Crome’s Neue Carte von Europa, 1782
Crome creates an early thematic map, Neue Carte Von Europa, showing location of different crops, livestock and minerals in Europe in 1782 (previous post). An even wider range of icons are now required to indicate all the different types of resources: gold, silver, copper, zinc, iron, mercury, marble, fruit, honey, salt, rice, fish, wood, horses, pigs, etc. — 56 different types of commodities. After running out of icons, two letter codes are used, e.g. Kr for cork, Tb for tobacco, Cr for currants and so on.
Sherman’s map, 1864
During the U.S. Civil war, general Sherman lead his army deep into the Confederacy, far beyond his supply lines. Sherman’s map combines traditional topographic detail with an overlay of resources summarized from the 1860 census. Starting with a base map showing counties, cities, rivers and railroads, an additional 15 variables of census data are added regarding the quantitative resources available: population, livestock, and agriculture. The map provide Sherman with the ability “to act with confidence that insured success.” As an early datamap for analytical and planning purposes, it shows the value of depicting many dimensions of data simultaneously, to aid in trade-off decisions, such as food available, potential resistance and potential supporters.
Ordnance Survey, 1921
Modern maps, using printing presses, reach a high in the early 20th century for the amount of information packed into them. Ordnance survey are a favorite for the amount of information that they pack into each label. In this example from the early 1920’s, place names vary capitalization, italics, size, font family (plus the actual name) to indicate 5 attributes per label (legend here).
Steiler’s Atlas, 1924
Similar to the Ordnance survey, mapmakers on the continent also created maps with high-dimensional labels. Stieler‘s maps are typographically interesting as the labels use an ordering of underlines (dot, dash, solid, double solid) to indicate cities with different levels of governance (e.g. capital of a county, province or country). Also, backward italics for water features, curved and spaced test to indicate area features, and so on.
FAA Aeronautic Chart, 2019
Here’s a map that’s only a few months old from FAA.gov, and packed with a phenomenal amount of information for pilots. There are many different classes of information, visually distinct from each other. The base map has topographical shading in hilly areas, bright yellow in urban areas. Overlaid are blue and red layers, each with a wealth of information regarding the corresponding airport, runway configuration, airspace, routes, waypoints, radio frequency, visual markers such as stadiums, wide turbines and bridges, and more. Icons and alphanumeric codes are heavily used to compact data for expert users. All text remains legible, with the background/basemap largely being light/bright upon which other layers can be superimposed, and if needed, some text is set with light halos.
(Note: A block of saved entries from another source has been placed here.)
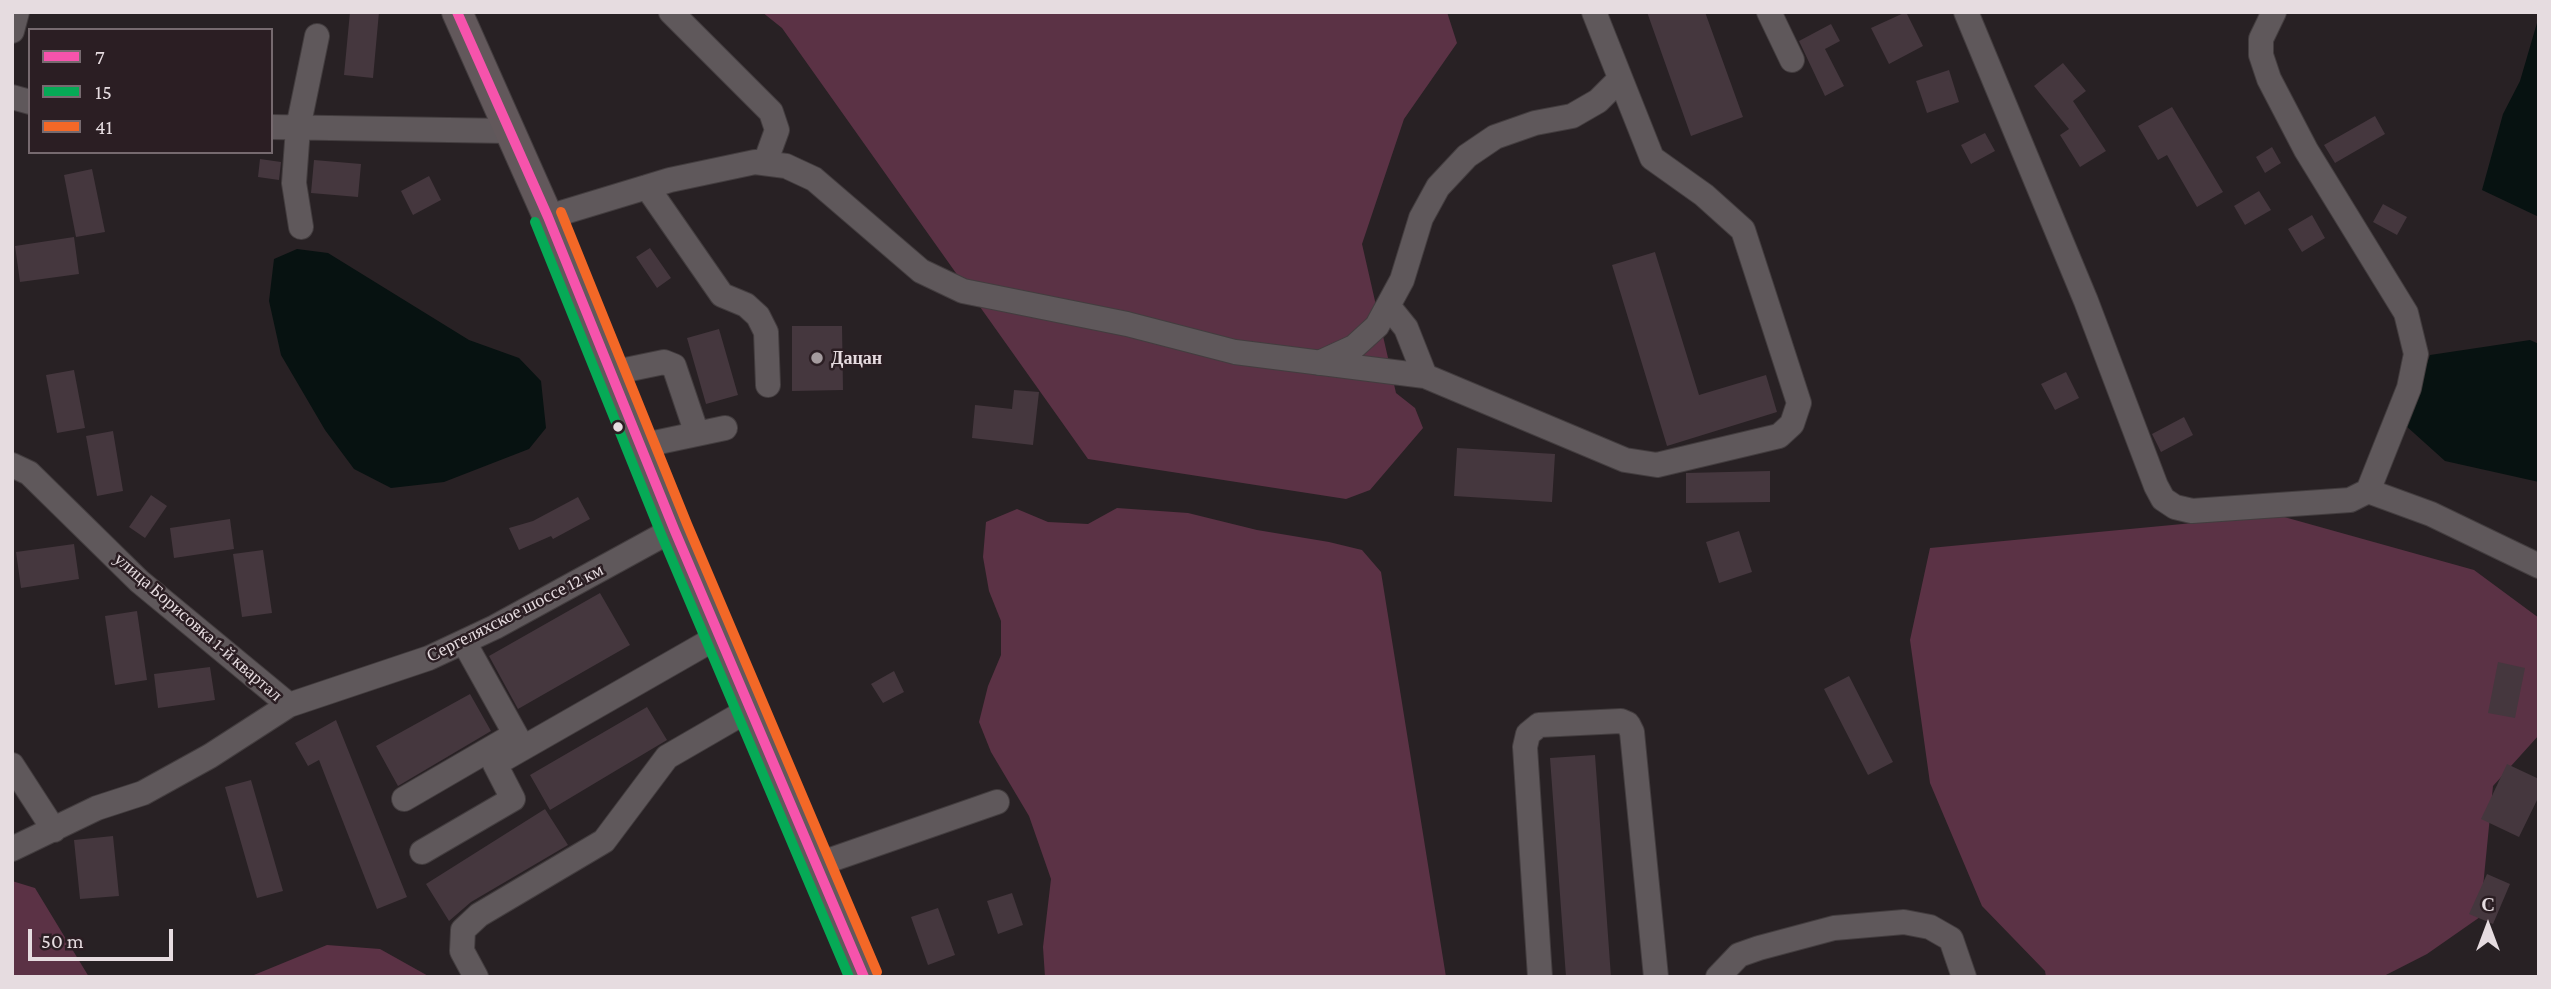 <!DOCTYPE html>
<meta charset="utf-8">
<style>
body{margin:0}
#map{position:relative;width:2551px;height:989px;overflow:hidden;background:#282124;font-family:"Crimson Pro",serif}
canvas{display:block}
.frame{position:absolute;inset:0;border:14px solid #e6dce0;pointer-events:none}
.legend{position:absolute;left:28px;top:28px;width:245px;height:126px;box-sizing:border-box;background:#2b1e23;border:2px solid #766a6f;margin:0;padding:9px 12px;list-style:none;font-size:21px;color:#e6dce0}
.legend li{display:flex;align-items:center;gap:14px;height:35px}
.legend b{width:35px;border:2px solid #766a6f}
.north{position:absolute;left:2453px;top:891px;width:70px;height:70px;-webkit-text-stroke:5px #2b1e23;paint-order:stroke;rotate:0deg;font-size:19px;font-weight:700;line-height:28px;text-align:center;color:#e6dce0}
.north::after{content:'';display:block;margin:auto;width:24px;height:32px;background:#e6dce0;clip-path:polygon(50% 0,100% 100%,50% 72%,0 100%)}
.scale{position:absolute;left:28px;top:929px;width:145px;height:32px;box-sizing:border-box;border:4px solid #e6dce0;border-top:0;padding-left:9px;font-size:21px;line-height:24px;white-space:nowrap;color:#e6dce0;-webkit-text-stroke:5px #2b1e23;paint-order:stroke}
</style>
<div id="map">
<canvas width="2551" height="989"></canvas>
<div class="frame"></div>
<ul class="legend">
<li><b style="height:9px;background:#f653ac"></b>7</li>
<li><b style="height:9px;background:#06aa56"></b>15</li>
<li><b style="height:9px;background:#f36827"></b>41</li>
</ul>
<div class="north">С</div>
<div class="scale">50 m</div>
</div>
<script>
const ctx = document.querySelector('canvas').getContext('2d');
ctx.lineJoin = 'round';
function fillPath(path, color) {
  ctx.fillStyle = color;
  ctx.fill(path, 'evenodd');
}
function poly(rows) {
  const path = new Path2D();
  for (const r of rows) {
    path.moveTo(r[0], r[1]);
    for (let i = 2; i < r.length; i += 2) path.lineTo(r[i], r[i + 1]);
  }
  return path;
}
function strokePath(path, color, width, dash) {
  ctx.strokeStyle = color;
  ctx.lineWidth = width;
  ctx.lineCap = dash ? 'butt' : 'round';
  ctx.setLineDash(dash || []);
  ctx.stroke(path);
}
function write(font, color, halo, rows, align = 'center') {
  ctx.font = font + ' "Crimson Pro",serif';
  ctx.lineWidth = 5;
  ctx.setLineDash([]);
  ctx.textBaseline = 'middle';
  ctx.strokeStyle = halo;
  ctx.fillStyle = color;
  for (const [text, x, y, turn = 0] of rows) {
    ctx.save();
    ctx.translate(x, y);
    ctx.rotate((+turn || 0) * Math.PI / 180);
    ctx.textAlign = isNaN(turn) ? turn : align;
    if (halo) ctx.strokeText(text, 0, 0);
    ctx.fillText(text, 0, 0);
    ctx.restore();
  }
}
const green = poly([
 [762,12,1447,12,1457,43,1404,119,1362,244,1396,393,1415,408,1423,428,1370,490,1346,499,1088,459,782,28],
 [1117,508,1188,513,1257,530,1329,542,1362,550,1381,572,1446,977,1045,977,1043,947,1051,879,1029,816,991,752,979,722,988,686,1001,655,1001,621,989,591,983,557,986,522,1017,509,1048,522,1088,524],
 [2277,515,2474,570,2539,618,2539,735,2493,786,2480,917,2427,954,2382,977,2046,977,2045,971,1982,906,1930,783,1910,640,1930,548],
 [12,881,35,888,89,977,12,977],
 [327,945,380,949,430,977,249,977]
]);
const water = poly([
 [2539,16,2539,217,2482,190,2503,114,2520,81],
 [297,249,328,253,469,340,519,358,541,381,546,428,529,449,444,482,391,488,354,469,325,430,281,355,269,301,274,259],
 [2530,340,2539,344,2539,482,2445,461,2405,425,2430,355]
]);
const building = poly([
 [350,12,379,12,373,78,344,75],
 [1647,12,1705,12,1743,117,1691,136],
 [1906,12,1923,46,1889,64,1871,28],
 [1831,24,1840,41,1825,49,1844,86,1825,96,1799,41],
 [2063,63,2086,91,2073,101,2106,151,2080,167,2060,135,2069,129,2034,86],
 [1949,70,1959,102,1927,113,1916,81],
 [2172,107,2223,192,2197,207,2167,155,2158,160,2138,126],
 [2375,116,2385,134,2335,163,2324,145],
 [1985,133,1995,151,1971,164,1961,145],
 [2272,147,2281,163,2265,173,2256,157],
 [260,159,281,162,279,180,258,177],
 [314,160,361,164,358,197,311,193],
 [92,169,105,232,76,237,64,175],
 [429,176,441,200,413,215,401,191],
 [2259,191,2271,210,2245,225,2234,206],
 [2383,204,2407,217,2397,235,2373,222],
 [2312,215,2325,238,2302,252,2288,229],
 [74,237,79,274,20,282,15,246],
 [650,248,671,278,657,288,636,257],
 [1655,252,1699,395,1766,375,1777,412,1667,446,1612,265],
 [792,326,842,326,843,390,792,391],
 [719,329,738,395,706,404,687,338],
 [74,370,85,428,57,433,46,375],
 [2066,372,2079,398,2055,410,2041,384],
 [1014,390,1039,392,1033,445,972,438,975,405,1012,409],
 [2184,417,2193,435,2161,452,2152,434],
 [113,431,123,491,97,496,86,436],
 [1457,448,1555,454,1552,502,1454,496],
 [1770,471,1770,502,1686,503,1686,473],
 [151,495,167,506,145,538,129,527],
 [578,497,590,519,553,539,551,536,519,550,509,528,533,521],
 [230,519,234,549,174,558,170,528],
 [1739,531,1752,572,1719,583,1706,542],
 [74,544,79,579,21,588,16,552],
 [263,550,272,613,242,617,233,554],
 [600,593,630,645,518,709,489,656],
 [137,611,147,680,115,685,105,616],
 [2498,662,2525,668,2515,718,2488,713],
 [210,667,215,700,158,708,154,674],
 [894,671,904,692,883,703,871,684],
 [1849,676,1893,762,1868,775,1824,689],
 [470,694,491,731,398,786,376,746],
 [647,707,667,740,550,810,530,775],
 [336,720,407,897,377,909,319,760,308,766,295,743],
 [1595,755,1611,977,1566,977,1550,758],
 [2507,764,2539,779,2539,796,2519,837,2481,819],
 [251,780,283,891,257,898,225,787],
 [545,809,568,845,471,902,449,921,426,884],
 [113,836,119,896,80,899,74,840],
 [2487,874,2510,884,2493,924,2469,914],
 [1012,893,1023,925,998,934,987,901],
 [938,908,955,955,928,965,911,917]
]);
const minor = poly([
 [671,12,771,112,777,130,765,163],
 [1769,12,1792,60],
 [1966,12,2086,301,2156,486,2163,499,2175,507,2192,511,2350,500,2368,491,2409,388,2416,354,2406,313,2306,150,2269,79,2261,55,2261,39,2274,12],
 [12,31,17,12],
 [12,97,30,102],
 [271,127,508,131],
 [647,187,722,295,746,305,758,316,766,332,768,385],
 [548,217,670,180,755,162,786,166,814,179,921,271,963,291,1127,324,1235,352,1425,376,1625,460,1657,465,1779,436,1792,424,1799,403,1743,230,1704,195,1652,158,1594,12],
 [301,227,294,183,298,128,317,36],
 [1389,307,1406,328,1425,376],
 [1319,363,1354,347,1377,326,1402,280,1421,218,1438,187,1467,156,1495,137,1535,123,1572,116,1598,101,1619,80],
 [611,373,664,362,674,366,697,434],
 [640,446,725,428],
 [12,465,29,473,139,581,289,705],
 [2368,491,2431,514,2539,566],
 [464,642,523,748],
 [12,765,54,830],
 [404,799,509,738],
 [12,849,97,808,143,793,210,756,289,705,429,658,495,627,674,529],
 [422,852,513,799,495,764,719,636],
 [816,865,997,802],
 [476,977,462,951,463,930,479,915,604,841,667,757,750,709],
 [1540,977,1525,747,1528,734,1539,725,1621,721,1628,724,1632,732,1656,977],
 [1718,977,1739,955,1759,948,1834,928,1904,922,1930,927,1951,939,1964,977]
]);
const major = poly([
 [457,12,548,217,674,529,864,977]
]);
const bus1 = poly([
 [457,12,548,217,674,529,864,977]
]);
const bus2 = poly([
 [535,222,661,534,849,977]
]);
const bus3 = poly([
 [561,212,687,524,877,972]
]);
const markers = [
 [817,358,7,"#a49b9e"],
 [618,427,6,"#e6dce0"]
];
const poiNames = [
 ["Дацан",831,358]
];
const streetNames = [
 ["Сергеляхское шоссе 12 км",515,613,-27],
 ["улица Борисовка 1-й квартал",198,627,41]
];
fillPath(green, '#5b3245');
fillPath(water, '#071211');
fillPath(building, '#45373e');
strokePath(minor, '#433d3f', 26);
strokePath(major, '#433d3f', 32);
strokePath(minor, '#5f585b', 24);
strokePath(major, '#62585b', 30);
strokePath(bus1, '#f653ac', 10);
strokePath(bus2, '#06aa56', 10);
strokePath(bus3, '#f36827', 10);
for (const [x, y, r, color] of markers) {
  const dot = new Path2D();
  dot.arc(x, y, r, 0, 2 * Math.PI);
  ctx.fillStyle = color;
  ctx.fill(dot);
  strokePath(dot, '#2b1e23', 2.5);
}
write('bold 18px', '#e6dce0', '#2b1e23', poiNames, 'left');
write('18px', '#e6dce0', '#2b1e23', streetNames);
</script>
Even though most people might think of Google maps these days, with minimal representation of roads and highly undifferentiated labels, the history of maps shows far richer solutions packed with many layers of information. These much richer maps, like the aeronautic chart and Sherman’s map, show that there are uses and applications where people need more information than only a couple classes of information within one visualization. And all the examples here show how all this extra data can be communicated with labels, symbols, lines, layers and more.
So, where and when could scatterplots, timeseries charts and treemaps add many layers to increase their information content and aid new analytical uses?